Zimbabwe: Make Tobacco Farmers Establish Woodlots

Photo: The Herald
Tobacco farmers.

Maria Mambo* (54) is an enterprising widow. Although many people, most of them much younger than her, complain of the economic hardships in Zimbabwe and the financial crisis they face, Mambo is determined to turn around her fortunes through hard work.

She has a small but thriving poultry project that she has operated from her house in New Canaan, Highfield for the past five years. This year however, she has decided to embark on an even more ambitious project -- tobacco farming.

Her brother was one of the many that benefitted from the government's 2000 fast track land reform programme, seeing him owning land.

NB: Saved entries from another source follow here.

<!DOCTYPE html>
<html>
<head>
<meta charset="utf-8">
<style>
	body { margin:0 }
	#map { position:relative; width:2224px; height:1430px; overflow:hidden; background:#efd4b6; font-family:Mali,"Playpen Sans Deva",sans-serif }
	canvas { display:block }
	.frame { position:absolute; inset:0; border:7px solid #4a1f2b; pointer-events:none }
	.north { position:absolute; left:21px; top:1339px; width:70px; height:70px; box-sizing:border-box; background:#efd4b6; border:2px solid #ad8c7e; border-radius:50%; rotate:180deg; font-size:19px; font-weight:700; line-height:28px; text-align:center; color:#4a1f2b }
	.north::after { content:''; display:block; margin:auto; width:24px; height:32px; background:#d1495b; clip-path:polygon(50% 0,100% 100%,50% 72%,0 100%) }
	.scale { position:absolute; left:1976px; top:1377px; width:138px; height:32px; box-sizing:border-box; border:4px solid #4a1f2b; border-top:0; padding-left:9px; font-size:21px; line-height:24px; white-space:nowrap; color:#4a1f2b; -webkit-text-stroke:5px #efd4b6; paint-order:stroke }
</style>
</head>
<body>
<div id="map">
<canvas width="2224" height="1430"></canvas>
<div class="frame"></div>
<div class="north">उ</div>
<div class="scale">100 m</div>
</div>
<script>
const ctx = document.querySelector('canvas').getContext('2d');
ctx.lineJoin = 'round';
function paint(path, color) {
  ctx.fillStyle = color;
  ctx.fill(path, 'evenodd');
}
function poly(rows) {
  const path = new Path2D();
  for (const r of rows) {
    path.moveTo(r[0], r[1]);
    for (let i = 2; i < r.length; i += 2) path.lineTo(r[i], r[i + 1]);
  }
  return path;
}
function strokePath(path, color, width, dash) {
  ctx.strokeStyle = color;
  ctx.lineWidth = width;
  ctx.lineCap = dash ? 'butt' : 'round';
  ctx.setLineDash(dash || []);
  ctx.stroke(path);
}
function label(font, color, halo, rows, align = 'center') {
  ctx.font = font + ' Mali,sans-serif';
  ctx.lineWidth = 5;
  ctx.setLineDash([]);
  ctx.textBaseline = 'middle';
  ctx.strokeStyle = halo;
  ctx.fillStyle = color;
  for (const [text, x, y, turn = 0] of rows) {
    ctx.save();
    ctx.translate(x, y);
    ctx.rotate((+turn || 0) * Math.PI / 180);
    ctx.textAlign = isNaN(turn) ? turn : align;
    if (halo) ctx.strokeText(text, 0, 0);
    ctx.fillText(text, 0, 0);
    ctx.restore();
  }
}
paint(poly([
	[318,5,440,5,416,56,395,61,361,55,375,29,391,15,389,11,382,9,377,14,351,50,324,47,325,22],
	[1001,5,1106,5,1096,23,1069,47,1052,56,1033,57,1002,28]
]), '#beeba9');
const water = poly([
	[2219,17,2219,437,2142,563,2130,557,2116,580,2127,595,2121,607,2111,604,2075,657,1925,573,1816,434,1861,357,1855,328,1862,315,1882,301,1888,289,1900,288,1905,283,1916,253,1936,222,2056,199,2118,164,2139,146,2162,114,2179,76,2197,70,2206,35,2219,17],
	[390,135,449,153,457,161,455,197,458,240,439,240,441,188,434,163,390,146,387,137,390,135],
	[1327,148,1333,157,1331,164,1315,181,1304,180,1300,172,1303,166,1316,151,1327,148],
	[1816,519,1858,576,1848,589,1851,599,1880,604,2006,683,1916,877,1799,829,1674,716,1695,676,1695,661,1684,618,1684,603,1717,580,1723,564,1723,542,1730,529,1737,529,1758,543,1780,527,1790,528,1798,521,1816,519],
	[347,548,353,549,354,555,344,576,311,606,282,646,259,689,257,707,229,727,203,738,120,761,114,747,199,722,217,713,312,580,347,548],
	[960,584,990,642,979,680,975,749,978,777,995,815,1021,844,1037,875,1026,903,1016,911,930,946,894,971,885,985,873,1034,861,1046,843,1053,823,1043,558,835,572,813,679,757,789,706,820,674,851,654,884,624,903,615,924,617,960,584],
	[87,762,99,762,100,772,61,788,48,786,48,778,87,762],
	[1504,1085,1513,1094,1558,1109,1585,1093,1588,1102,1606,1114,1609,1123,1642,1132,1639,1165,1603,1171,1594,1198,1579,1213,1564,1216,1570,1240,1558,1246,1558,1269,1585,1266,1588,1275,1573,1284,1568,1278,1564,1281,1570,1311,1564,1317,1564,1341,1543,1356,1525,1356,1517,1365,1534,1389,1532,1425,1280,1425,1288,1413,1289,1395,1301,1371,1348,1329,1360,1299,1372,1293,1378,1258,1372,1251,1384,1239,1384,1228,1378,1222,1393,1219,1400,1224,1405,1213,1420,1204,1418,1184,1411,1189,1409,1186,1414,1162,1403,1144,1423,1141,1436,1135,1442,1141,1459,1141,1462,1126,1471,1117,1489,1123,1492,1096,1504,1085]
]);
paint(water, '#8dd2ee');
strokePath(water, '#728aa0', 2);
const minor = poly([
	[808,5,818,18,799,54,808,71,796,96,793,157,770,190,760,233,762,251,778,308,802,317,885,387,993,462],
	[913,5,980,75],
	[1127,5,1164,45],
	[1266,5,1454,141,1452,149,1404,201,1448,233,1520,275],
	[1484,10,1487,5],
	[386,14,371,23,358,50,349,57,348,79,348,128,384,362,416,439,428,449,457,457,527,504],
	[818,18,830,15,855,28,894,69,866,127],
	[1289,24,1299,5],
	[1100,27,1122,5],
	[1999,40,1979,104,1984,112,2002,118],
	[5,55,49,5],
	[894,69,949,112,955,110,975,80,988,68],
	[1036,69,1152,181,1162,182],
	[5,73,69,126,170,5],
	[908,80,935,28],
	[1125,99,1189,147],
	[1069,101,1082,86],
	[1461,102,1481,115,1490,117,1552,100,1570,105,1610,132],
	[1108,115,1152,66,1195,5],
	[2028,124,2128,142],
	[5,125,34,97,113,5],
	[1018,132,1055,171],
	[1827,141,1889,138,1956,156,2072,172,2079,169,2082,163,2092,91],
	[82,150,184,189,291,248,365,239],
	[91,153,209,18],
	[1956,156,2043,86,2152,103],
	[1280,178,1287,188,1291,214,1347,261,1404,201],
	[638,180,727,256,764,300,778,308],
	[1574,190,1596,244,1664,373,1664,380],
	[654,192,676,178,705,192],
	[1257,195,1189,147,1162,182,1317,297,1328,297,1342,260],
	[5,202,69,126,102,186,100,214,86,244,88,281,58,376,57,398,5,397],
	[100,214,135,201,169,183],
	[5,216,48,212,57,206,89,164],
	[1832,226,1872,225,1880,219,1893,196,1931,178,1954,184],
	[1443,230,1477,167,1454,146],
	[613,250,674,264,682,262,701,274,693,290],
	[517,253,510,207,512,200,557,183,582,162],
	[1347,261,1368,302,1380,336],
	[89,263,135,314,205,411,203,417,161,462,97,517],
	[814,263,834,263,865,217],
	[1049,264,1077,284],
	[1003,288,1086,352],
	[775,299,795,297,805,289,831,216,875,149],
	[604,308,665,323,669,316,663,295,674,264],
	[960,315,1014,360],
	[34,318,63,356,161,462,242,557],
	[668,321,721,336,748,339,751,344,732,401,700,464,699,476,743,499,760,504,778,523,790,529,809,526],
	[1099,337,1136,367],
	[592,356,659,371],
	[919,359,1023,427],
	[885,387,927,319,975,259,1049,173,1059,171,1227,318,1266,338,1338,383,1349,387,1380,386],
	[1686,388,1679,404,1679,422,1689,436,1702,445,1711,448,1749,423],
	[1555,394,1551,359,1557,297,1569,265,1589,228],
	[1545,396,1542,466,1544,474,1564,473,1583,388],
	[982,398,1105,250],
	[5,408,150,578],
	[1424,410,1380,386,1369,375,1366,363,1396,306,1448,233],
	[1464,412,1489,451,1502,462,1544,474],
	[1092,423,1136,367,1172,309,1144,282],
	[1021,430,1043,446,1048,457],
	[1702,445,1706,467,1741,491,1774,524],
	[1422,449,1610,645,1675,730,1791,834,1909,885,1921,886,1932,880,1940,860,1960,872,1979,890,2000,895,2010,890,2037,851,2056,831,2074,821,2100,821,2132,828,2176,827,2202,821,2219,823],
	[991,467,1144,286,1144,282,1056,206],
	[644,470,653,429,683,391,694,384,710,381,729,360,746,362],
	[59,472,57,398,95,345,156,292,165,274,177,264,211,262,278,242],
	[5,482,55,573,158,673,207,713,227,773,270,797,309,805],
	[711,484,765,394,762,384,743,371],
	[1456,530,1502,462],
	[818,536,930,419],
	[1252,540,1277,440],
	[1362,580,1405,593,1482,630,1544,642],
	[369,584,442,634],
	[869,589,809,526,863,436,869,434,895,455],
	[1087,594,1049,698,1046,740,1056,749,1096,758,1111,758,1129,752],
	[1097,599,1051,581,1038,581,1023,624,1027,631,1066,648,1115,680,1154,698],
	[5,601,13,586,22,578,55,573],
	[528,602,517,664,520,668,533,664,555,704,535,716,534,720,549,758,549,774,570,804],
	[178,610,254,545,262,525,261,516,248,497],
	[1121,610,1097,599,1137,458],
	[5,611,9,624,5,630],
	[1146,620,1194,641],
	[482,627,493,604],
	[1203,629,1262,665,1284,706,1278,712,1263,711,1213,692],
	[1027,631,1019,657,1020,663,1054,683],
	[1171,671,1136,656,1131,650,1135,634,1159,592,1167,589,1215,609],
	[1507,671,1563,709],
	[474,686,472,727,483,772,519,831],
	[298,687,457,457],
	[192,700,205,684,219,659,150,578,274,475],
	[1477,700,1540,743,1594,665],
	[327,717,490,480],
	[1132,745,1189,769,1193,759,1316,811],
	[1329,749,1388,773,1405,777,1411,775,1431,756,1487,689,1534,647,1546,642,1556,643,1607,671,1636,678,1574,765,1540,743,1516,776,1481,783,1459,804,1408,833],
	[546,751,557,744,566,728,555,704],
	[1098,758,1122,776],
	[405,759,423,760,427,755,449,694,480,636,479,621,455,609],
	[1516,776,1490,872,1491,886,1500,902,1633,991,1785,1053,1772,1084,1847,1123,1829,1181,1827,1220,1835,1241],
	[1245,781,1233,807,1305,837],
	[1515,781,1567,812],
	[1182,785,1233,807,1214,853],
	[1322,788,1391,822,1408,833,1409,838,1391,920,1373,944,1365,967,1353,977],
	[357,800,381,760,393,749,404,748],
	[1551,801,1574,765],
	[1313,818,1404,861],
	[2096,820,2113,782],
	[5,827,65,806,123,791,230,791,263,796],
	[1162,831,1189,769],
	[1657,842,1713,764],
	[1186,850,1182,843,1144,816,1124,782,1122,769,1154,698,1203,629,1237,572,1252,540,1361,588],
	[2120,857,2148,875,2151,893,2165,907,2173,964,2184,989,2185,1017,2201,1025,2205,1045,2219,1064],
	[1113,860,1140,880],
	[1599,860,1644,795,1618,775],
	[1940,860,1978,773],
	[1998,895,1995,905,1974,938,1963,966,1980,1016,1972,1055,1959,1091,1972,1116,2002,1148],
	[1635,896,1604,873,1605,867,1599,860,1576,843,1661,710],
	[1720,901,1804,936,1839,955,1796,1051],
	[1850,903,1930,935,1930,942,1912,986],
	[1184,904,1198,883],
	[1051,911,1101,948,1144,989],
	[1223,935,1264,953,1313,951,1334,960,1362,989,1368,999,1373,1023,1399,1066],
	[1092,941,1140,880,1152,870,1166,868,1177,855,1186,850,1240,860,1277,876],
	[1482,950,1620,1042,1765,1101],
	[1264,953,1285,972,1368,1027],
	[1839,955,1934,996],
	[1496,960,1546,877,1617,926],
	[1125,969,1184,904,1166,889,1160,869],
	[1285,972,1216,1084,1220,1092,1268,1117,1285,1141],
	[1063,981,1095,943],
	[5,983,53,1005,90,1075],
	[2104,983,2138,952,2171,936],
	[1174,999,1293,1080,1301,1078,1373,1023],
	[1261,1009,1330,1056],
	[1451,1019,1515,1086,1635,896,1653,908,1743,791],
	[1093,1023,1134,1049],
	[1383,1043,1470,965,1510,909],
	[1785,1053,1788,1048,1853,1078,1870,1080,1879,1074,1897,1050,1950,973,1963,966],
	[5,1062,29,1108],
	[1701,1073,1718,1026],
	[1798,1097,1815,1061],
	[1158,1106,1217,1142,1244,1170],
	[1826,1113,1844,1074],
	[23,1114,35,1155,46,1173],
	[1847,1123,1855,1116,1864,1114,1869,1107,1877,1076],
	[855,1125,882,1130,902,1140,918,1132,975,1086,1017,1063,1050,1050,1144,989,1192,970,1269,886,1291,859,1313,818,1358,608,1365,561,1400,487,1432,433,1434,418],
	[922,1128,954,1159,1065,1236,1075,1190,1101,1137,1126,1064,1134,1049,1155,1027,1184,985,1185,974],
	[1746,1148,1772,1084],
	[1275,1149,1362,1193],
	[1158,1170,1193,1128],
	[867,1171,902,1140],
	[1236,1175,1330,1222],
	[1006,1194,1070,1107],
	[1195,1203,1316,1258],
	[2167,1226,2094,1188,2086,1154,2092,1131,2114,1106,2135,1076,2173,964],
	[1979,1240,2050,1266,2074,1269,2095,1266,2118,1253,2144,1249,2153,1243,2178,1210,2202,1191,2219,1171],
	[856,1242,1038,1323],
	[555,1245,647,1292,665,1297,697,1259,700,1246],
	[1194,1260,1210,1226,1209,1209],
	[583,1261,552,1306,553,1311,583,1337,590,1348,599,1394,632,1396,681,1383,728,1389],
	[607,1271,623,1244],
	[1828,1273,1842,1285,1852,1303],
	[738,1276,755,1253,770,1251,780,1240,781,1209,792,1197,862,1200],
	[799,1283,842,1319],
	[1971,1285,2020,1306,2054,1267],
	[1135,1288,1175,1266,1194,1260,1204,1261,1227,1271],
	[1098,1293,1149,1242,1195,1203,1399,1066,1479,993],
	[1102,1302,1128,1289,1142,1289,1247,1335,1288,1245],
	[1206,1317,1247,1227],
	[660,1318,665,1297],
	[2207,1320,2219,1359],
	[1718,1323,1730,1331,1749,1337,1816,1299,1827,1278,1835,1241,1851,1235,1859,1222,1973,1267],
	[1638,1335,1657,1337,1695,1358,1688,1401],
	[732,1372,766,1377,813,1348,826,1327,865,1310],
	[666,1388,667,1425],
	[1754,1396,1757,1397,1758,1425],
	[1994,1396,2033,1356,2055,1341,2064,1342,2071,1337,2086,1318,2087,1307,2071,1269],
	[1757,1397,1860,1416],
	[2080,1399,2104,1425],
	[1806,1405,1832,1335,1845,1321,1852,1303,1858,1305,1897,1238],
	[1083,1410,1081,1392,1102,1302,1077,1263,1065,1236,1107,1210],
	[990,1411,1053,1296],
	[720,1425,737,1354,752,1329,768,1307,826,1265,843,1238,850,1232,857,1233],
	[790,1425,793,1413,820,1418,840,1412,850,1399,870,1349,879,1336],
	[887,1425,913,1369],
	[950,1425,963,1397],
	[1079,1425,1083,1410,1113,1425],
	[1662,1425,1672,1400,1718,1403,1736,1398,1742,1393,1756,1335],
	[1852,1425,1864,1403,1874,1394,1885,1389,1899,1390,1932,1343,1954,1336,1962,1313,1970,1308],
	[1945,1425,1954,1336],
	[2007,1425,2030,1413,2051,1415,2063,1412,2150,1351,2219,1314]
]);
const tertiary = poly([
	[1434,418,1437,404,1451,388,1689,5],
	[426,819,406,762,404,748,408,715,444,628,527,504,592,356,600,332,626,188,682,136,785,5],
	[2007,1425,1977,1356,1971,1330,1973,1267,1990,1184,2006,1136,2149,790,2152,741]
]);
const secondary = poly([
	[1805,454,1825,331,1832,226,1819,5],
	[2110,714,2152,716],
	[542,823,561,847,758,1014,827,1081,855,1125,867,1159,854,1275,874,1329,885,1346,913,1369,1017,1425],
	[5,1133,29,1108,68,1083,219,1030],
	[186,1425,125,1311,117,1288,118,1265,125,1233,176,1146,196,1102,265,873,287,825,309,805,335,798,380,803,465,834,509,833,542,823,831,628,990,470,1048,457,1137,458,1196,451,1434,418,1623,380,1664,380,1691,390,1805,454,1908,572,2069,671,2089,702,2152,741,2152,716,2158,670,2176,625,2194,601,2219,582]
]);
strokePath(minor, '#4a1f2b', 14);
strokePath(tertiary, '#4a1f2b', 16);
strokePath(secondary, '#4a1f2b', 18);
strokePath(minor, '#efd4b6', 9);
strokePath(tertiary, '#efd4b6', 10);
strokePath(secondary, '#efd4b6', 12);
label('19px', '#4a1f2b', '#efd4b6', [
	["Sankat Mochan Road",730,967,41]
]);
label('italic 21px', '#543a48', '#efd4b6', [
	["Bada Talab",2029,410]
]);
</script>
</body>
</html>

As time went by, however, it was to become apparent that Mambo's brother neither had the skills required to make the farming business a success, nor the capital. After failed attempts at growing maize for four consecutive years, Mambo's brother decided to call it a day.

The land given to him had been lying idle for several years, until last year when his business-minded sister decided to come to the rescue.

Theirs is a mutually-beneficial business arrangement. The sister provided the capital, while the brother would stay at the farm, tending to the crop and monitoring workers, as Mambo lives in Harare while the farm is in the Mazowe area, about 40km from the capital.

Exuding immense pride, Mambo carries with her pictures of their fully-developed flue-cured Virginia tobacco crop in her cellphone.

Although this year they only managed to utilise three hectares, she said she was sure next year they would plant on thrice as much land.

Asked whether they would use electricity or coal to cure their crop, she looked at me like I had lost my mind. She said her brother was currently overseeing the construction of a barn at the farm and that "we are lucky the area is quite heavily forested, so wood is not a problem."

"So you have some gum trees you have planted there or what?" I asked.

Apparently, they have no woodlot. In fact, establishing a woodlot did not seem to be exactly near the top on Mambo's short-term priority list. She was not aware of the recently-enacted law that makes it mandatory for every local tobacco farmer to establish a woodlot from which to harvest the wood used in curing their crop.

Like Mambo, many Zimbabweans that have access to land have turned to tobacco farming after it became clear the crop provided attractive monetary returns.

Many that previously grew mostly maize have since abandoned the crop, citing the erratic rainfall patterns coupled with the crop's low returns as the reason. This abandonment of most food crops in favour of tobacco has been blamed for the food insecurity state the country currently finds itself in, having to import maize every year to cover the deficit.

Meanwhile, the tobacco boom is being hailed in the country as evidence the land reform programme was a success. The ecological disaster that accompanies this "success" however, is a subject authorities often seem to ignore.

According to statistics provided by the Forestry Commission, tobacco farmers are responsible for 25% of the country's deforestation.

The Tobacco Industry and Marketing Board (TIMB) will open the 2014 flue-cured tobacco marketing season on Wednesday February 19.

That means it is that time when tobacco farmers run around to cure their crop in time for the market.

In Makoni District for example, over 1 000 farmers reportedly took up tobacco farming in 2012 and were cutting down trees indiscriminately.

The rate at which indigenous trees were disappearing shocked then Environment minister, Francis Nhema into suggesting a ban of the high-value flue-cured Virginia tobacco in preference of burley tobacco which does not require wood, coal or electricity to cure.

With pressure mounting from environmentalists and many concerned parties, the government finally made it law for all tobacco farmers to establish woodlots, but it is a piece of legislation that many farmers are still struggling to comply with.

Most people believe what is needed is more stringent measures that make it very hard for the farmers that do not have woodlots to operate.

The British American Company (BAT), a cigarette company, is one locally-operating company that has shown its support of the law by making it a policy that all tobacco farmers contracted through their conduit, Northern Tobacco, have their own woodlots.

If more companies working with tobacco farmers establish similar policies, the farmers will not be able to evade the law.

While the fact that tobacco farming is contributing significantly to the country's GDP can never be denied, the fact that it is coming at a great ecological cost cannot be downplayed.